YOUR TASK =>
Extract the full listing below without altering a single character.

EXERCISE DATA =>
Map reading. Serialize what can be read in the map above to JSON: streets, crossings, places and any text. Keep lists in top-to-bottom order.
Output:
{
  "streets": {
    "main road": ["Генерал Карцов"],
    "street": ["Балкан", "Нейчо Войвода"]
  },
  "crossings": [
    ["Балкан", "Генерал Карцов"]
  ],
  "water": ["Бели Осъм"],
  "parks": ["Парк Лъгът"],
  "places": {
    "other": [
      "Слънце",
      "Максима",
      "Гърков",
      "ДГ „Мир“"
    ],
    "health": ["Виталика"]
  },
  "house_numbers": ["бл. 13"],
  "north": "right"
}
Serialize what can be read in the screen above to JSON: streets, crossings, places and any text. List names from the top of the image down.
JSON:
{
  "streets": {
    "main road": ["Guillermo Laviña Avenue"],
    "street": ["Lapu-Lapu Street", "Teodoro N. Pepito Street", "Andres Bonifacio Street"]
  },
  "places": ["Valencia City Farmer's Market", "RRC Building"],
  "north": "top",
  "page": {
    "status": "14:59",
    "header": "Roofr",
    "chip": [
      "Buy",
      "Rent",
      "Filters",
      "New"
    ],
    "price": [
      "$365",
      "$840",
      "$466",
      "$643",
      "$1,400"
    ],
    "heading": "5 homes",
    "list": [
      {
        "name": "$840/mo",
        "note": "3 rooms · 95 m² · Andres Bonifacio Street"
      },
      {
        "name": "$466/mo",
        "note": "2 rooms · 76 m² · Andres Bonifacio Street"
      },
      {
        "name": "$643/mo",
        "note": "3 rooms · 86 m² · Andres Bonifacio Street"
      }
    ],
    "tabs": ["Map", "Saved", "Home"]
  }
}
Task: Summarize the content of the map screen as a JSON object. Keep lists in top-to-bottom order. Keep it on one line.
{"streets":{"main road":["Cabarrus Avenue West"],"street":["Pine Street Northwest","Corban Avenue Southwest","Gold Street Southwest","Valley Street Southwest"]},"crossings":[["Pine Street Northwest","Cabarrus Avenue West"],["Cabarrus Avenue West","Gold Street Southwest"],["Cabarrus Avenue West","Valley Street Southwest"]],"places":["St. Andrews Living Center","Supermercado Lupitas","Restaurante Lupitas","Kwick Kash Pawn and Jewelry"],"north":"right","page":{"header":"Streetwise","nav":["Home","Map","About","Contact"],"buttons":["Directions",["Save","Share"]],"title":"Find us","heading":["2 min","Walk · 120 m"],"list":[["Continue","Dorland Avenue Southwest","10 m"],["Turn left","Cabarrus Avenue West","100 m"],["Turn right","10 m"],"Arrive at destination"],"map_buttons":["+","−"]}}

WRITTEN SOLUTION =>
Map reading. Serialize what can be read in the map above to JSON: streets, crossings, places and any text. Keep lists in top-to-bottom order.
Output:
{
  "streets": {
    "main road": ["Генерал Карцов"],
    "street": ["Балкан", "Нейчо Войвода"]
  },
  "crossings": [
    ["Балкан", "Генерал Карцов"]
  ],
  "water": ["Бели Осъм"],
  "parks": ["Парк Лъгът"],
  "places": {
    "other": [
      "Слънце",
      "Максима",
      "Гърков",
      "ДГ „Мир“"
    ],
    "health": ["Виталика"]
  },
  "house_numbers": ["бл. 13"],
  "north": "right"
}
Serialize what can be read in the screen above to JSON: streets, crossings, places and any text. List names from the top of the image down.
JSON:
{
  "streets": {
    "main road": ["Guillermo Laviña Avenue"],
    "street": ["Lapu-Lapu Street", "Teodoro N. Pepito Street", "Andres Bonifacio Street"]
  },
  "places": ["Valencia City Farmer's Market", "RRC Building"],
  "north": "top",
  "page": {
    "status": "14:59",
    "header": "Roofr",
    "chip": [
      "Buy",
      "Rent",
      "Filters",
      "New"
    ],
    "price": [
      "$365",
      "$840",
      "$466",
      "$643",
      "$1,400"
    ],
    "heading": "5 homes",
    "list": [
      {
        "name": "$840/mo",
        "note": "3 rooms · 95 m² · Andres Bonifacio Street"
      },
      {
        "name": "$466/mo",
        "note": "2 rooms · 76 m² · Andres Bonifacio Street"
      },
      {
        "name": "$643/mo",
        "note": "3 rooms · 86 m² · Andres Bonifacio Street"
      }
    ],
    "tabs": ["Map", "Saved", "Home"]
  }
}
Task: Summarize the content of the map screen as a JSON object. Keep lists in top-to-bottom order. Keep it on one line.
{"streets":{"main road":["Cabarrus Avenue West"],"street":["Pine Street Northwest","Corban Avenue Southwest","Gold Street Southwest","Valley Street Southwest"]},"crossings":[["Pine Street Northwest","Cabarrus Avenue West"],["Cabarrus Avenue West","Gold Street Southwest"],["Cabarrus Avenue West","Valley Street Southwest"]],"places":["St. Andrews Living Center","Supermercado Lupitas","Restaurante Lupitas","Kwick Kash Pawn and Jewelry"],"north":"right","page":{"header":"Streetwise","nav":["Home","Map","About","Contact"],"buttons":["Directions",["Save","Share"]],"title":"Find us","heading":["2 min","Walk · 120 m"],"list":[["Continue","Dorland Avenue Southwest","10 m"],["Turn left","Cabarrus Avenue West","100 m"],["Turn right","10 m"],"Arrive at destination"],"map_buttons":["+","−"]}}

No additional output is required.